Start of DATA
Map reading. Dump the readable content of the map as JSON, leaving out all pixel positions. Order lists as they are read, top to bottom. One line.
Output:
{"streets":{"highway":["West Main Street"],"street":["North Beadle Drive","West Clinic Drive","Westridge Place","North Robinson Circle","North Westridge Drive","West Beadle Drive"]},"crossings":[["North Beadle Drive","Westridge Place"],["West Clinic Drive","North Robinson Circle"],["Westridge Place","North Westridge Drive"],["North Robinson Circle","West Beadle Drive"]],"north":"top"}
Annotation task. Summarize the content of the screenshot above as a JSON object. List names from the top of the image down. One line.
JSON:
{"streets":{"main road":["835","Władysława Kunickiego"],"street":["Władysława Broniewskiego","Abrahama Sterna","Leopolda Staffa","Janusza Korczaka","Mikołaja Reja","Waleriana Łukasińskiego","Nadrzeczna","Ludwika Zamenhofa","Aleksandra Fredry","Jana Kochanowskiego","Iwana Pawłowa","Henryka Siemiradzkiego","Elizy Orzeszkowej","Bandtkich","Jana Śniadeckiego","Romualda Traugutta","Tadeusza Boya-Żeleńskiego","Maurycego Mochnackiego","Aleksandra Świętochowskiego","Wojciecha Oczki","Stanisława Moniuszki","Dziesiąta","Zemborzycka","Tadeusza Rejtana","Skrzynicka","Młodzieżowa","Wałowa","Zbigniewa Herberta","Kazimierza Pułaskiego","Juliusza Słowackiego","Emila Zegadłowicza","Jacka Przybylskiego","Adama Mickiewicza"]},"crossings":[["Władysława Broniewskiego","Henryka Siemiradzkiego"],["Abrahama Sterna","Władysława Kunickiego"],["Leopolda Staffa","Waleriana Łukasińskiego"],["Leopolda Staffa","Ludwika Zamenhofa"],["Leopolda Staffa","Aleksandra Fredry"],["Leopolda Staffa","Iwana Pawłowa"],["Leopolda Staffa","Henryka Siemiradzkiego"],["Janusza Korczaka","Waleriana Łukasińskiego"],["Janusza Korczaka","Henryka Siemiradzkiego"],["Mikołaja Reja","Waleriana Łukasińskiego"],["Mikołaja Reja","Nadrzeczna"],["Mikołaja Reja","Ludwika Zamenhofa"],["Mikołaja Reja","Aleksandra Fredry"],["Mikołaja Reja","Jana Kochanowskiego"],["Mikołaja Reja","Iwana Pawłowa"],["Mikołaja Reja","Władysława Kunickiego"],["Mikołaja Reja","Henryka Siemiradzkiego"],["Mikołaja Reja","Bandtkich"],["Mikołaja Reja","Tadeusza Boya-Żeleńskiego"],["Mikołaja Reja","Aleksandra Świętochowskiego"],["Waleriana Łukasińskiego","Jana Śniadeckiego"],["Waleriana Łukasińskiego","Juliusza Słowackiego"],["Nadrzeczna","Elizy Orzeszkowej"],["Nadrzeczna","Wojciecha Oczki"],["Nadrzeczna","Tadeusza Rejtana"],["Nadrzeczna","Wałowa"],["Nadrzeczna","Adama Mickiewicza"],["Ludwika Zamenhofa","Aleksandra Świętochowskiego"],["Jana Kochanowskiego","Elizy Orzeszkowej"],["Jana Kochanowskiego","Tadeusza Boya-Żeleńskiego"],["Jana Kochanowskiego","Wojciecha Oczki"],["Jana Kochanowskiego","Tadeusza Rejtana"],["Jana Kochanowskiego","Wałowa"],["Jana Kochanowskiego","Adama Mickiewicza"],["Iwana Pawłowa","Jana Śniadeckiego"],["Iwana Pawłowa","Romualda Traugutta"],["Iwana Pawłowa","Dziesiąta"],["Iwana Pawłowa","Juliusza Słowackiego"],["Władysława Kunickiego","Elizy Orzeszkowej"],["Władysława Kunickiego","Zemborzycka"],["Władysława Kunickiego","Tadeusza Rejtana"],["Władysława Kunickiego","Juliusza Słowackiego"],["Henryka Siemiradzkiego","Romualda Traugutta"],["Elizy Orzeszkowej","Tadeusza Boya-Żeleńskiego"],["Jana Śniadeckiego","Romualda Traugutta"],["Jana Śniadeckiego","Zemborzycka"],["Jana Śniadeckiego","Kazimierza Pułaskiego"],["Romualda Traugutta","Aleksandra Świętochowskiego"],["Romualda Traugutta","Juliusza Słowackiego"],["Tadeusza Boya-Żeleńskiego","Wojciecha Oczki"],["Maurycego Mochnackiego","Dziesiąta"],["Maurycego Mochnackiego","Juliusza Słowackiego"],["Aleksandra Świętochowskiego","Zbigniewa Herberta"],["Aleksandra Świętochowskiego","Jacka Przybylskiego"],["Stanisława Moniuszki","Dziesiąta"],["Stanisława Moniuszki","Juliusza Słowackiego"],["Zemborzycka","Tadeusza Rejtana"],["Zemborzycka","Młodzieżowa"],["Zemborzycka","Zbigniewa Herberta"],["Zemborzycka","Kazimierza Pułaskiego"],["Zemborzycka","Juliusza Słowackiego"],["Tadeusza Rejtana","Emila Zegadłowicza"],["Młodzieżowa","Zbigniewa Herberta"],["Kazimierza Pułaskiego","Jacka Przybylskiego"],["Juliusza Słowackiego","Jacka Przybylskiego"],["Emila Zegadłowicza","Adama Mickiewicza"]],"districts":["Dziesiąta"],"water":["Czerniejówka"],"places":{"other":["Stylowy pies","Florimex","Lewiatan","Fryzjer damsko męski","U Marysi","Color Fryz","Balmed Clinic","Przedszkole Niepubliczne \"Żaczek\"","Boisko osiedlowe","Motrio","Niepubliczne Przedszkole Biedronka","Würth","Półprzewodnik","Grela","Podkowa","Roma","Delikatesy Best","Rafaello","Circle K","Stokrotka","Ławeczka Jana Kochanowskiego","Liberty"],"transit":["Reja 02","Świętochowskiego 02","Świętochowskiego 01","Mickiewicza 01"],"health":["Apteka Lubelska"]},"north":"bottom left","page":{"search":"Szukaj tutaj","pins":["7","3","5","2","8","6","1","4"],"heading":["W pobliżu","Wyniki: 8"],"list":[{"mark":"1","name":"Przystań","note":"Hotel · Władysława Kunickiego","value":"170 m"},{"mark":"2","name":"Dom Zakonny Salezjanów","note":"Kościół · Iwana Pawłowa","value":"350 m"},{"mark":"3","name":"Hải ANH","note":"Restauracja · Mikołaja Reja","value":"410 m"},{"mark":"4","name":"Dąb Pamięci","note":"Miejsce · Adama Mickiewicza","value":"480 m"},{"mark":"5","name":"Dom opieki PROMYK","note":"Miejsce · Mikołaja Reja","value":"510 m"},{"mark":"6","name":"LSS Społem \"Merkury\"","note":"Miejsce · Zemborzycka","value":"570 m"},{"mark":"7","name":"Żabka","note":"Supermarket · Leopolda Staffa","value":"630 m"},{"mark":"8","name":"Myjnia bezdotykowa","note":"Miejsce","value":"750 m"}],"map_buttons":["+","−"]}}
End of DATA
TASK ITEM: The answer is every entry, copied word for word.

REPLY:
Map reading. Dump the readable content of the map as JSON, leaving out all pixel positions. Order lists as they are read, top to bottom. One line.
Output:
{"streets":{"highway":["West Main Street"],"street":["North Beadle Drive","West Clinic Drive","Westridge Place","North Robinson Circle","North Westridge Drive","West Beadle Drive"]},"crossings":[["North Beadle Drive","Westridge Place"],["West Clinic Drive","North Robinson Circle"],["Westridge Place","North Westridge Drive"],["North Robinson Circle","West Beadle Drive"]],"north":"top"}
Annotation task. Summarize the content of the screenshot above as a JSON object. List names from the top of the image down. One line.
JSON:
{"streets":{"main road":["835","Władysława Kunickiego"],"street":["Władysława Broniewskiego","Abrahama Sterna","Leopolda Staffa","Janusza Korczaka","Mikołaja Reja","Waleriana Łukasińskiego","Nadrzeczna","Ludwika Zamenhofa","Aleksandra Fredry","Jana Kochanowskiego","Iwana Pawłowa","Henryka Siemiradzkiego","Elizy Orzeszkowej","Bandtkich","Jana Śniadeckiego","Romualda Traugutta","Tadeusza Boya-Żeleńskiego","Maurycego Mochnackiego","Aleksandra Świętochowskiego","Wojciecha Oczki","Stanisława Moniuszki","Dziesiąta","Zemborzycka","Tadeusza Rejtana","Skrzynicka","Młodzieżowa","Wałowa","Zbigniewa Herberta","Kazimierza Pułaskiego","Juliusza Słowackiego","Emila Zegadłowicza","Jacka Przybylskiego","Adama Mickiewicza"]},"crossings":[["Władysława Broniewskiego","Henryka Siemiradzkiego"],["Abrahama Sterna","Władysława Kunickiego"],["Leopolda Staffa","Waleriana Łukasińskiego"],["Leopolda Staffa","Ludwika Zamenhofa"],["Leopolda Staffa","Aleksandra Fredry"],["Leopolda Staffa","Iwana Pawłowa"],["Leopolda Staffa","Henryka Siemiradzkiego"],["Janusza Korczaka","Waleriana Łukasińskiego"],["Janusza Korczaka","Henryka Siemiradzkiego"],["Mikołaja Reja","Waleriana Łukasińskiego"],["Mikołaja Reja","Nadrzeczna"],["Mikołaja Reja","Ludwika Zamenhofa"],["Mikołaja Reja","Aleksandra Fredry"],["Mikołaja Reja","Jana Kochanowskiego"],["Mikołaja Reja","Iwana Pawłowa"],["Mikołaja Reja","Władysława Kunickiego"],["Mikołaja Reja","Henryka Siemiradzkiego"],["Mikołaja Reja","Bandtkich"],["Mikołaja Reja","Tadeusza Boya-Żeleńskiego"],["Mikołaja Reja","Aleksandra Świętochowskiego"],["Waleriana Łukasińskiego","Jana Śniadeckiego"],["Waleriana Łukasińskiego","Juliusza Słowackiego"],["Nadrzeczna","Elizy Orzeszkowej"],["Nadrzeczna","Wojciecha Oczki"],["Nadrzeczna","Tadeusza Rejtana"],["Nadrzeczna","Wałowa"],["Nadrzeczna","Adama Mickiewicza"],["Ludwika Zamenhofa","Aleksandra Świętochowskiego"],["Jana Kochanowskiego","Elizy Orzeszkowej"],["Jana Kochanowskiego","Tadeusza Boya-Żeleńskiego"],["Jana Kochanowskiego","Wojciecha Oczki"],["Jana Kochanowskiego","Tadeusza Rejtana"],["Jana Kochanowskiego","Wałowa"],["Jana Kochanowskiego","Adama Mickiewicza"],["Iwana Pawłowa","Jana Śniadeckiego"],["Iwana Pawłowa","Romualda Traugutta"],["Iwana Pawłowa","Dziesiąta"],["Iwana Pawłowa","Juliusza Słowackiego"],["Władysława Kunickiego","Elizy Orzeszkowej"],["Władysława Kunickiego","Zemborzycka"],["Władysława Kunickiego","Tadeusza Rejtana"],["Władysława Kunickiego","Juliusza Słowackiego"],["Henryka Siemiradzkiego","Romualda Traugutta"],["Elizy Orzeszkowej","Tadeusza Boya-Żeleńskiego"],["Jana Śniadeckiego","Romualda Traugutta"],["Jana Śniadeckiego","Zemborzycka"],["Jana Śniadeckiego","Kazimierza Pułaskiego"],["Romualda Traugutta","Aleksandra Świętochowskiego"],["Romualda Traugutta","Juliusza Słowackiego"],["Tadeusza Boya-Żeleńskiego","Wojciecha Oczki"],["Maurycego Mochnackiego","Dziesiąta"],["Maurycego Mochnackiego","Juliusza Słowackiego"],["Aleksandra Świętochowskiego","Zbigniewa Herberta"],["Aleksandra Świętochowskiego","Jacka Przybylskiego"],["Stanisława Moniuszki","Dziesiąta"],["Stanisława Moniuszki","Juliusza Słowackiego"],["Zemborzycka","Tadeusza Rejtana"],["Zemborzycka","Młodzieżowa"],["Zemborzycka","Zbigniewa Herberta"],["Zemborzycka","Kazimierza Pułaskiego"],["Zemborzycka","Juliusza Słowackiego"],["Tadeusza Rejtana","Emila Zegadłowicza"],["Młodzieżowa","Zbigniewa Herberta"],["Kazimierza Pułaskiego","Jacka Przybylskiego"],["Juliusza Słowackiego","Jacka Przybylskiego"],["Emila Zegadłowicza","Adama Mickiewicza"]],"districts":["Dziesiąta"],"water":["Czerniejówka"],"places":{"other":["Stylowy pies","Florimex","Lewiatan","Fryzjer damsko męski","U Marysi","Color Fryz","Balmed Clinic","Przedszkole Niepubliczne \"Żaczek\"","Boisko osiedlowe","Motrio","Niepubliczne Przedszkole Biedronka","Würth","Półprzewodnik","Grela","Podkowa","Roma","Delikatesy Best","Rafaello","Circle K","Stokrotka","Ławeczka Jana Kochanowskiego","Liberty"],"transit":["Reja 02","Świętochowskiego 02","Świętochowskiego 01","Mickiewicza 01"],"health":["Apteka Lubelska"]},"north":"bottom left","page":{"search":"Szukaj tutaj","pins":["7","3","5","2","8","6","1","4"],"heading":["W pobliżu","Wyniki: 8"],"list":[{"mark":"1","name":"Przystań","note":"Hotel · Władysława Kunickiego","value":"170 m"},{"mark":"2","name":"Dom Zakonny Salezjanów","note":"Kościół · Iwana Pawłowa","value":"350 m"},{"mark":"3","name":"Hải ANH","note":"Restauracja · Mikołaja Reja","value":"410 m"},{"mark":"4","name":"Dąb Pamięci","note":"Miejsce · Adama Mickiewicza","value":"480 m"},{"mark":"5","name":"Dom opieki PROMYK","note":"Miejsce · Mikołaja Reja","value":"510 m"},{"mark":"6","name":"LSS Społem \"Merkury\"","note":"Miejsce · Zemborzycka","value":"570 m"},{"mark":"7","name":"Żabka","note":"Supermarket · Leopolda Staffa","value":"630 m"},{"mark":"8","name":"Myjnia bezdotykowa","note":"Miejsce","value":"750 m"}],"map_buttons":["+","−"]}}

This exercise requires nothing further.